Start of Block
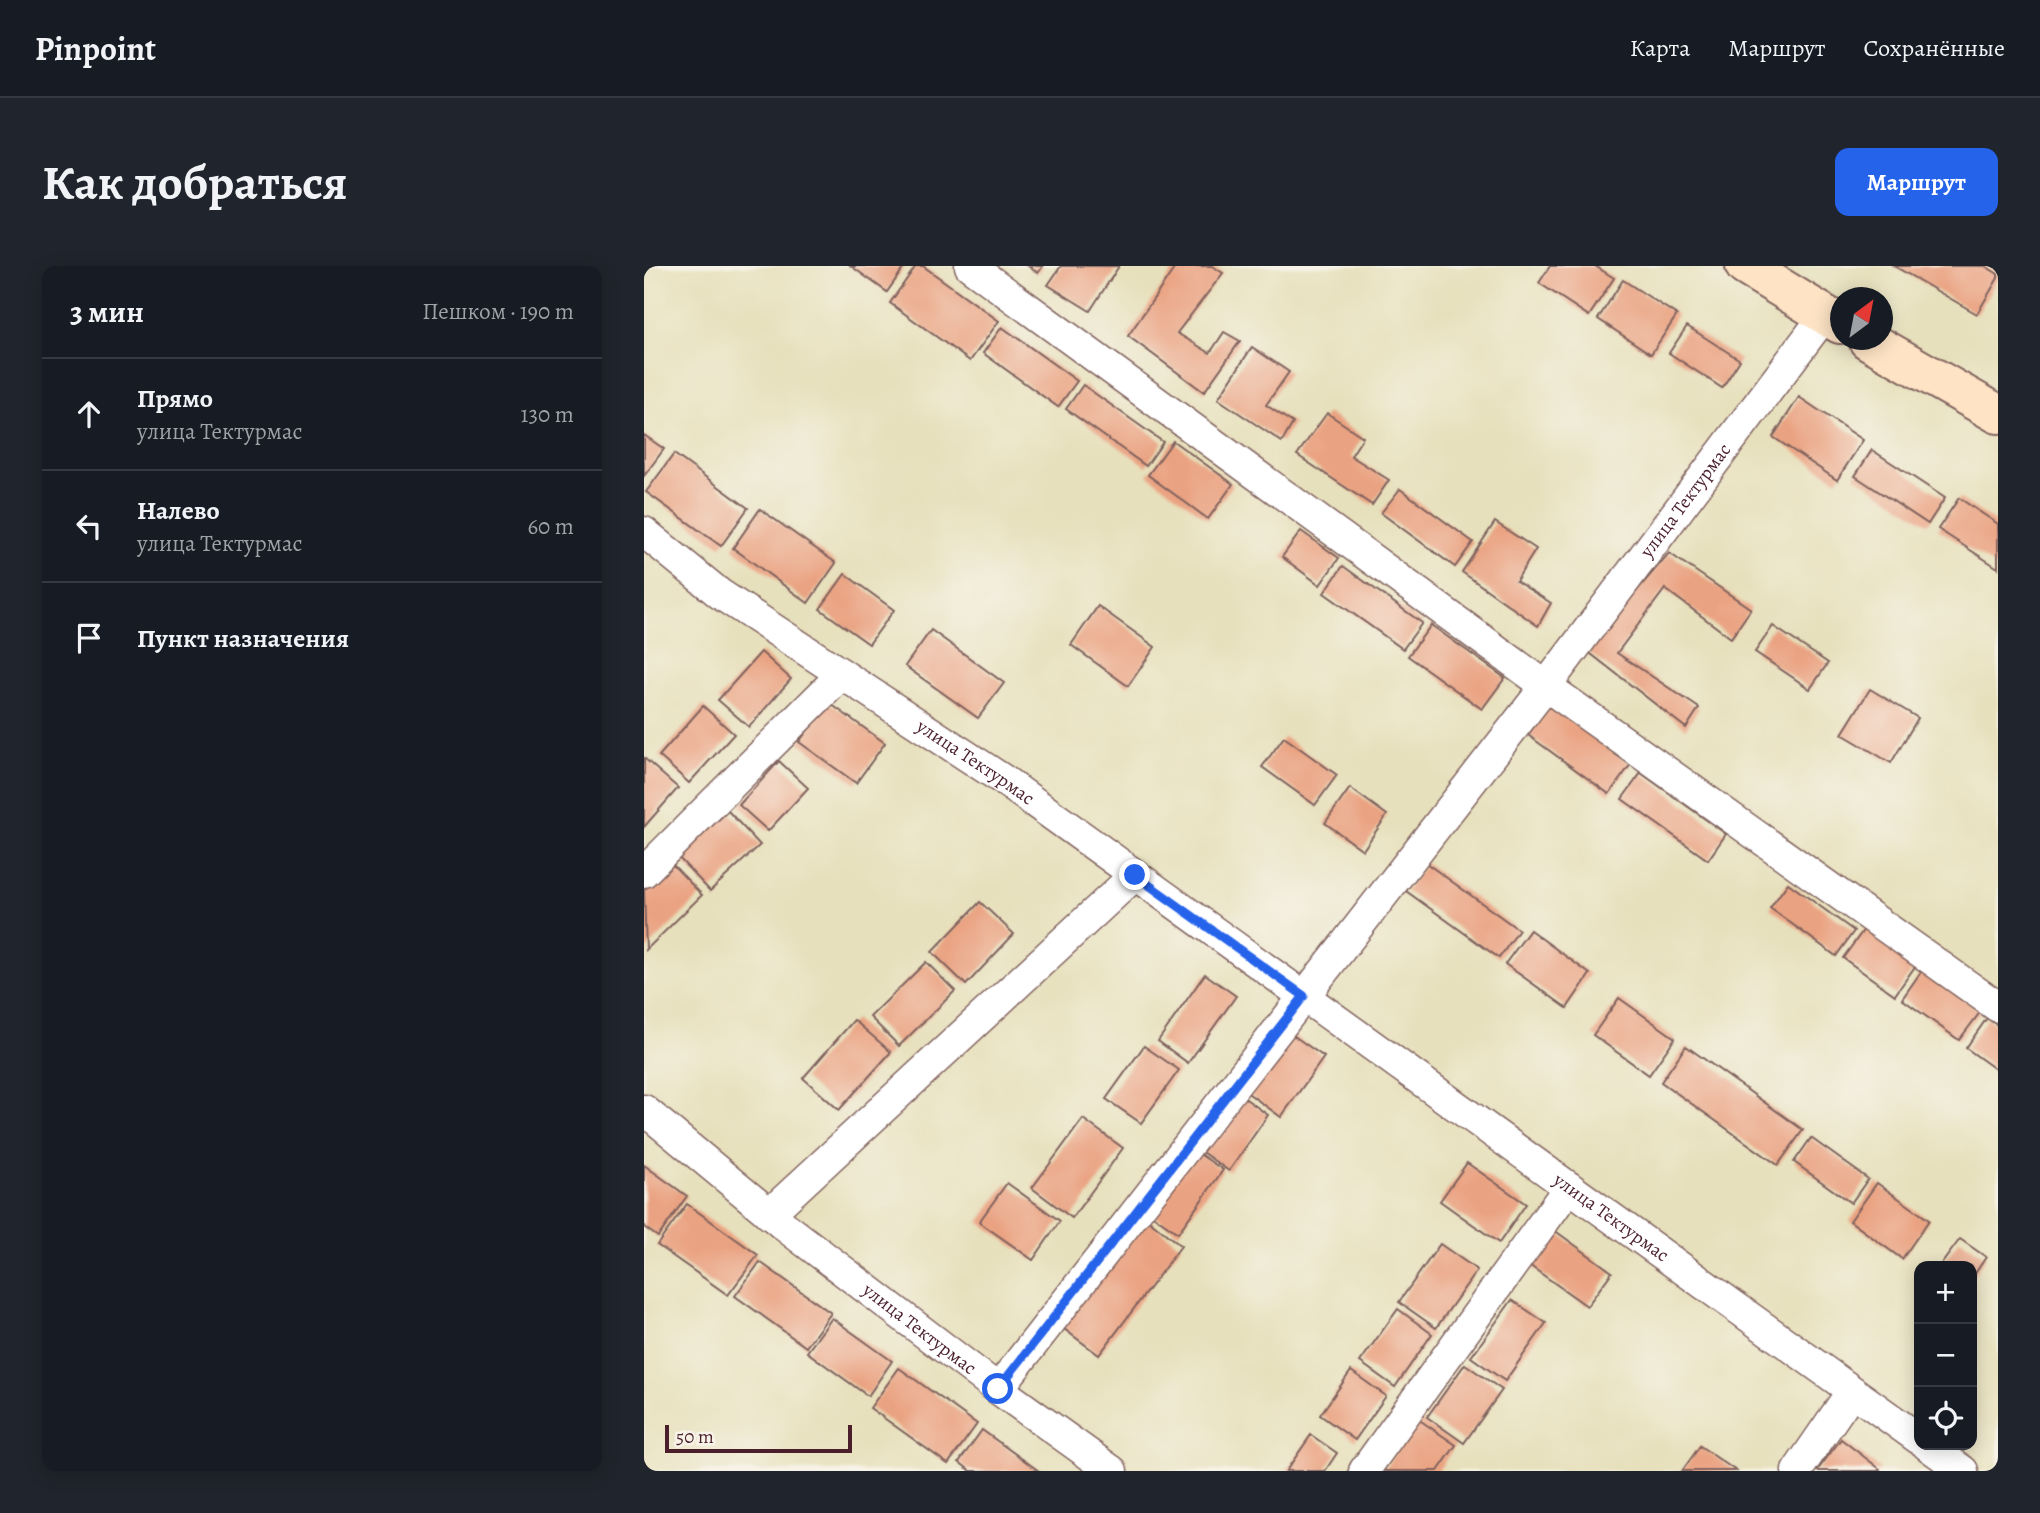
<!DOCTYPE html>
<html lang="ru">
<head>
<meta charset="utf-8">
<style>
  :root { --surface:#171b24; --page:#20242c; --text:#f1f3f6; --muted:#9ea1a6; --line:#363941; --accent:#2563eb }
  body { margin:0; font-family:Alegreya,serif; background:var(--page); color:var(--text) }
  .controls { position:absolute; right:21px; bottom:21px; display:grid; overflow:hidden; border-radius:14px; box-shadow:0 4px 18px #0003 }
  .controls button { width:63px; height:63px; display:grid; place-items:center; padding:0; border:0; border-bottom:2px solid var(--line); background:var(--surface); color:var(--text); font:35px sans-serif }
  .compass { position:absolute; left:1186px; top:21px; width:63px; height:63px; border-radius:50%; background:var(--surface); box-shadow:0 4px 18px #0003; rotate:32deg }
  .scale { position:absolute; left:21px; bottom:18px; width:187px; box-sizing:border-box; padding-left:7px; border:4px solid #4a1f2b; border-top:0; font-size:19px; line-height:24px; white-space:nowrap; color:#4a1f2b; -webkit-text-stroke:5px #f7f3e8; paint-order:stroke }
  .stop { position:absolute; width:21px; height:21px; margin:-16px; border:5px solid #2563eb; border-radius:50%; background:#fff }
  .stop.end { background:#2563eb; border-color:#fff; box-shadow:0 2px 7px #0008 }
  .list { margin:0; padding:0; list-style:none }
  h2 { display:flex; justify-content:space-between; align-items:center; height:91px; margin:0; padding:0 28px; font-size:30px }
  h2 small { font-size:23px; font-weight:400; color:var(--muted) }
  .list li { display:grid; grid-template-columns:46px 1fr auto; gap:21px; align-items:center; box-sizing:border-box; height:112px; padding:0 28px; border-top:2px solid var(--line) }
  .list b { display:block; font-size:26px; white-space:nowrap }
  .list p { margin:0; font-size:23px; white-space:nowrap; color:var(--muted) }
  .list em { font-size:23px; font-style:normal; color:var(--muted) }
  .icon { flex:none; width:38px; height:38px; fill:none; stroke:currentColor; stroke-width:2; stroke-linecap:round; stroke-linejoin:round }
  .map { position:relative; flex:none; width:1354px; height:1205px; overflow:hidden; border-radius:14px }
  header { display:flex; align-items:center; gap:42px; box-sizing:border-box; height:98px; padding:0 35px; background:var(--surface); border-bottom:2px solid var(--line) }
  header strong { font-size:33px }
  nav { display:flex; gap:38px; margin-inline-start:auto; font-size:24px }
  .intro { display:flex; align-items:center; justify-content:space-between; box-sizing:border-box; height:168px; padding:0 42px }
  h1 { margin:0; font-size:49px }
  .button { padding:18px 32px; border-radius:14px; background:var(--accent); color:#fff; font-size:24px; font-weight:700 }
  main { display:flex; gap:42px; padding:0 42px }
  aside { flex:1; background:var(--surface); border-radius:14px; box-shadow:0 4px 18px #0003 }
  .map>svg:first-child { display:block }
  .building { fill:#eaa382 }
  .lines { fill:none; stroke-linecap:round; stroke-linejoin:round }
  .street-casing { stroke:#81635e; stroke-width:33 }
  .secondary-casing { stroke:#81635e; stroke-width:42 }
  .street { stroke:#fff; stroke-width:30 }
  .secondary { stroke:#fee4c5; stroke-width:38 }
  .route { stroke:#2563eb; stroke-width:9 }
  .labels { text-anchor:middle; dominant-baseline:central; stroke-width:6; stroke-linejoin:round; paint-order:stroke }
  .street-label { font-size:19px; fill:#4a1f2b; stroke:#f7f3e8 }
</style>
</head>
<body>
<header>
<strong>Pinpoint</strong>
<nav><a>Карта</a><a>Маршрут</a><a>Сохранённые</a></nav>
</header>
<div class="intro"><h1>Как добраться</h1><a class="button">Маршрут</a></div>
<main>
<aside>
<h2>3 мин<small>Пешком · 190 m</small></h2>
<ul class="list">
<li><svg class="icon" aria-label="ahead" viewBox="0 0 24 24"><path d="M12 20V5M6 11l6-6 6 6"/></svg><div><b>Прямо</b><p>улица Тектурмас</p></div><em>130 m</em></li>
<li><svg class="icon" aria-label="left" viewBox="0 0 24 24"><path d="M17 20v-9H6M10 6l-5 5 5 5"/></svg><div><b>Налево</b><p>улица Тектурмас</p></div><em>60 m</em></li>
<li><svg class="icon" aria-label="arrive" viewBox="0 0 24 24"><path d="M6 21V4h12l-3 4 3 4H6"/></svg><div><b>Пункт назначения</b></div></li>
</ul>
</aside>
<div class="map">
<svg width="1354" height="1205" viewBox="0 0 1354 1205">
  <rect width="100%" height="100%" fill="#f7f3e8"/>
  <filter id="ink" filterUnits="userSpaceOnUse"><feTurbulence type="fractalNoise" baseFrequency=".0143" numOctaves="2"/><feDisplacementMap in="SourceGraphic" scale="14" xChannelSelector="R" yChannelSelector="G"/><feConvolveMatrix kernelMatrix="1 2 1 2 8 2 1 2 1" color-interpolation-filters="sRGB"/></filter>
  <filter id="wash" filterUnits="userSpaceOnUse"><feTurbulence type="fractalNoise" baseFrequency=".00686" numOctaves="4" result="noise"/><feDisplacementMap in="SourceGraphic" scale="28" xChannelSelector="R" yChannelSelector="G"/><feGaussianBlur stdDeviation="1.57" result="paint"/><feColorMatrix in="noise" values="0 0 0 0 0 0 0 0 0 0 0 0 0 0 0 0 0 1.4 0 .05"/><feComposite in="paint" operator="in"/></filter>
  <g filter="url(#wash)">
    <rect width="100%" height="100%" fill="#e7e0bc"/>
    <g id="blocks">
      <g class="building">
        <path d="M207,0H261L243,26Z"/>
        <path d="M272,0H279L355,55L326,95L246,37Z"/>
        <path d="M384,0H399L394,7Z"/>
        <path d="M417,0H475L446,45L404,19Z"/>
        <path d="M532,0H568L579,7L533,67L566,87L580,66L596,75L560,126L484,70Z"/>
        <path d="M906,0H951L970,12L945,50L895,17Z"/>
        <path d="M1250,0H1341L1354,8V12L1333,48Z"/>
        <path d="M979,14L1033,49L1007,88L954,53Z"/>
        <path d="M1043,60L1096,94L1078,122L1025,87Z"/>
        <path d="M358,61L433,115L414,141L339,87Z"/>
        <path d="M608,81L645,106L622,139L649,157L638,176L574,133Z"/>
        <path d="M439,119L519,176L502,200L422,143Z"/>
        <path d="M1155,131L1219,174L1193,214L1129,171Z"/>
        <path d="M683,147L719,171L707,190L745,214L728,239L653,189Z"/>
        <path d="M0,169L20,183L0,210Z"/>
        <path d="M529,175L589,218L564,253L504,209Z"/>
        <path d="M1228,184L1301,232L1284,258L1211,210Z"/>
        <path d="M30,188L104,242L77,280L2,226Z"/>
        <path d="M756,223L829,276L811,301L737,247Z"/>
        <path d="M1315,232L1354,258V302L1294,263Z"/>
        <path d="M116,243L192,297L164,337L89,282Z"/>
        <path d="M851,256L892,283L872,315L907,337L894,360L818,306Z"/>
        <path d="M657,265L695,292L676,319L638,291Z"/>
        <path d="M1025,287L1107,343L1087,372L1021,323L973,387L1055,442L1042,462L942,384Z"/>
        <path d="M699,300L778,357L759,383L680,327Z"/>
        <path d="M201,308L250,344L225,378L176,343Z"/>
        <path d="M454,340L511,381L484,420L427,379Z"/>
        <path d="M787,359L861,412L838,443L764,390Z"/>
        <path d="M1129,360L1184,397L1166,423L1111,386Z"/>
        <path d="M287,364L360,417L334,452L261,400Z"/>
        <path d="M117,386L147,413L105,461L74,434Z"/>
        <path d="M1226,423L1274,452L1247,497L1198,468Z"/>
        <path d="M184,436L241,477L212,517L155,476Z"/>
        <path d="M59,440L90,468L45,517L15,490Z"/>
        <path d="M905,440L987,498L965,528L884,469Z"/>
        <path d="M640,471L693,509L671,539L618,501Z"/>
        <path d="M0,492L34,522L0,561Z"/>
        <path d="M135,495L164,522L124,565L95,539Z"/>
        <path d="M997,507L1082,568L1064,594L978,533Z"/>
        <path d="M706,522L743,549L719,584L681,557Z"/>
        <path d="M84,545L116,579L66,625L34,591Z"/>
        <path d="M27,597L58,629L2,684L0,624Z"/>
        <path d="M782,597L875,664L855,692L762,625Z"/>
        <path d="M1144,617L1210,665L1192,690L1126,642Z"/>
        <path d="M336,636L370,668L322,719L288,686Z"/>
        <path d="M1221,662L1272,699L1251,729L1199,692Z"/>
        <path d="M886,664L946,708L923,742L861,698Z"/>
        <path d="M282,696L311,725L255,780L226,751Z"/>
        <path d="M1279,703L1337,745L1315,774L1258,733Z"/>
        <path d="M561,708L592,730L544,797L514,775Z"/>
        <path d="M975,732L1031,772L1005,809L949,769Z"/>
        <path d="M1343,752L1354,760V805L1322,782Z"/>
        <path d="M210,754L247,786L195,844L159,812Z"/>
        <path d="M643,765L680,791L637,851L601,825Z"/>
        <path d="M500,780L535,804L497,857L462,833Z"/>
        <path d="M1042,780L1159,864L1134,899L1017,816Z"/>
        <path d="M595,828L624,849L585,905L555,884Z"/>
        <path d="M439,853L479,882L428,952L388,922Z"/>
        <path d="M1167,872L1224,913L1207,937L1150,896Z"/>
        <path d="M548,883L579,904L534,967L504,946Z"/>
        <path d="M823,897L882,938L855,977L796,935Z"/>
        <path d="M0,899L43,930L14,971L0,961Z"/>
        <path d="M363,917L416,955L389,994L335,956Z"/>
        <path d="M1233,917L1285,954L1258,993L1206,955Z"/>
        <path d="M43,938L114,989L84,1029L13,979Z"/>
        <path d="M497,948L537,980L455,1089L412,1057Z"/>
        <path d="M910,964L968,1006L943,1040L885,999Z"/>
        <path d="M1316,973L1342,991L1328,1012V1000H1296Z"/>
        <path d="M796,978L833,1004L792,1062L755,1036Z"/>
        <path d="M116,996L187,1047L162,1081L91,1030Z"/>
        <path d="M868,1034L902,1057L861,1115L827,1091Z"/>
        <path d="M754,1043L788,1068L751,1121L716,1096Z"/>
        <path d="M188,1052L248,1095L224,1130L163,1086Z"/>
        <path d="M821,1098L858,1124L820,1177L783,1151Z"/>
        <path d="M255,1102L333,1158L304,1198L226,1142Z"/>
        <path d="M707,1105L742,1130L711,1174L676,1149Z"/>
        <path d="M774,1153L812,1179L794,1205H739Z"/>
        <path d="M338,1164L395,1205H327L315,1196Z"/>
        <path d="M667,1169L693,1187L681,1205H642Z"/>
        <path d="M1197,1173L1236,1203L1234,1205H1173Z"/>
        <path d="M1056,1180L1092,1205H1038Z"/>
      </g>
    </g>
  </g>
  <g filter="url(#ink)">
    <use href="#blocks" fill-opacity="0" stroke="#81635e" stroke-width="2"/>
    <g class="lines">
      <defs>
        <g id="street">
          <path d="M326,0L902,420L1354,741"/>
          <path id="s1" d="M0,266L76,328L358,513L1275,1173"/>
          <path d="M0,606L198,408"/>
          <path id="s2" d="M0,844L139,959L354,1123"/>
          <path d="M125,948L491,609"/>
          <path d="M1283,1179L1319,1205"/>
          <path id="s3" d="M468,1205L354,1123L902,420L1181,49"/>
          <path d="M720,1205L925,921"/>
          <path d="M1153,1205L1208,1125"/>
        </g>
        <g id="secondary">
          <path d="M1101,0L1196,58"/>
          <path d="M1224,74L1354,148"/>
        </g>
      </defs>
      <use href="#street" class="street-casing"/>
      <use href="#secondary" class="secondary-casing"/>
      <use href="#street" class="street"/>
      <use href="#secondary" class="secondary"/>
    </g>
  </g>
  <g class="lines" filter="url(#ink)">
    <path class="route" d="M354,1123L660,730L491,609"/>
  </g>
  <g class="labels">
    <g class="street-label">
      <text stroke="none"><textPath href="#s3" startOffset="1264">улица Тектурмас</textPath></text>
      <text stroke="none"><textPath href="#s1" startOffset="404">улица Тектурмас</textPath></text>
      <text stroke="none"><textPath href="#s1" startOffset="1186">улица Тектурмас</textPath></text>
      <text stroke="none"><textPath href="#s2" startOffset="352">улица Тектурмас</textPath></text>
    </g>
  </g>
</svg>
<div class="controls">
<button>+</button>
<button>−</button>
<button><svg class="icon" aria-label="locate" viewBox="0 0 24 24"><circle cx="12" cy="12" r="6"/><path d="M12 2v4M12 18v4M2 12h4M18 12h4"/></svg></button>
</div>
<svg class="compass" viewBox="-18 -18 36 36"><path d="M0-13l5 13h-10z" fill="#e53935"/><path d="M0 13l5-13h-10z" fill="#9ea1a6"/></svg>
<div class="scale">50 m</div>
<div class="stop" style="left:354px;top:1123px"></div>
<div class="stop end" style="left:491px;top:609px"></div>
</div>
</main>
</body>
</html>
End of Block
_Exercise prompt_
Please give again the entries word for word, starting at the first line and ending with the line that contains "font-size:23px; font-weight:400; color:var(--muted)"; include both of those lines but none of the pictures.

_Response_
<!DOCTYPE html>
<html lang="ru">
<head>
<meta charset="utf-8">
<style>
  :root { --surface:#171b24; --page:#20242c; --text:#f1f3f6; --muted:#9ea1a6; --line:#363941; --accent:#2563eb }
  body { margin:0; font-family:Alegreya,serif; background:var(--page); color:var(--text) }
  .controls { position:absolute; right:21px; bottom:21px; display:grid; overflow:hidden; border-radius:14px; box-shadow:0 4px 18px #0003 }
  .controls button { width:63px; height:63px; display:grid; place-items:center; padding:0; border:0; border-bottom:2px solid var(--line); background:var(--surface); color:var(--text); font:35px sans-serif }
  .compass { position:absolute; left:1186px; top:21px; width:63px; height:63px; border-radius:50%; background:var(--surface); box-shadow:0 4px 18px #0003; rotate:32deg }
  .scale { position:absolute; left:21px; bottom:18px; width:187px; box-sizing:border-box; padding-left:7px; border:4px solid #4a1f2b; border-top:0; font-size:19px; line-height:24px; white-space:nowrap; color:#4a1f2b; -webkit-text-stroke:5px #f7f3e8; paint-order:stroke }
  .stop { position:absolute; width:21px; height:21px; margin:-16px; border:5px solid #2563eb; border-radius:50%; background:#fff }
  .stop.end { background:#2563eb; border-color:#fff; box-shadow:0 2px 7px #0008 }
  .list { margin:0; padding:0; list-style:none }
  h2 { display:flex; justify-content:space-between; align-items:center; height:91px; margin:0; padding:0 28px; font-size:30px }
  h2 small { font-size:23px; font-weight:400; color:var(--muted) }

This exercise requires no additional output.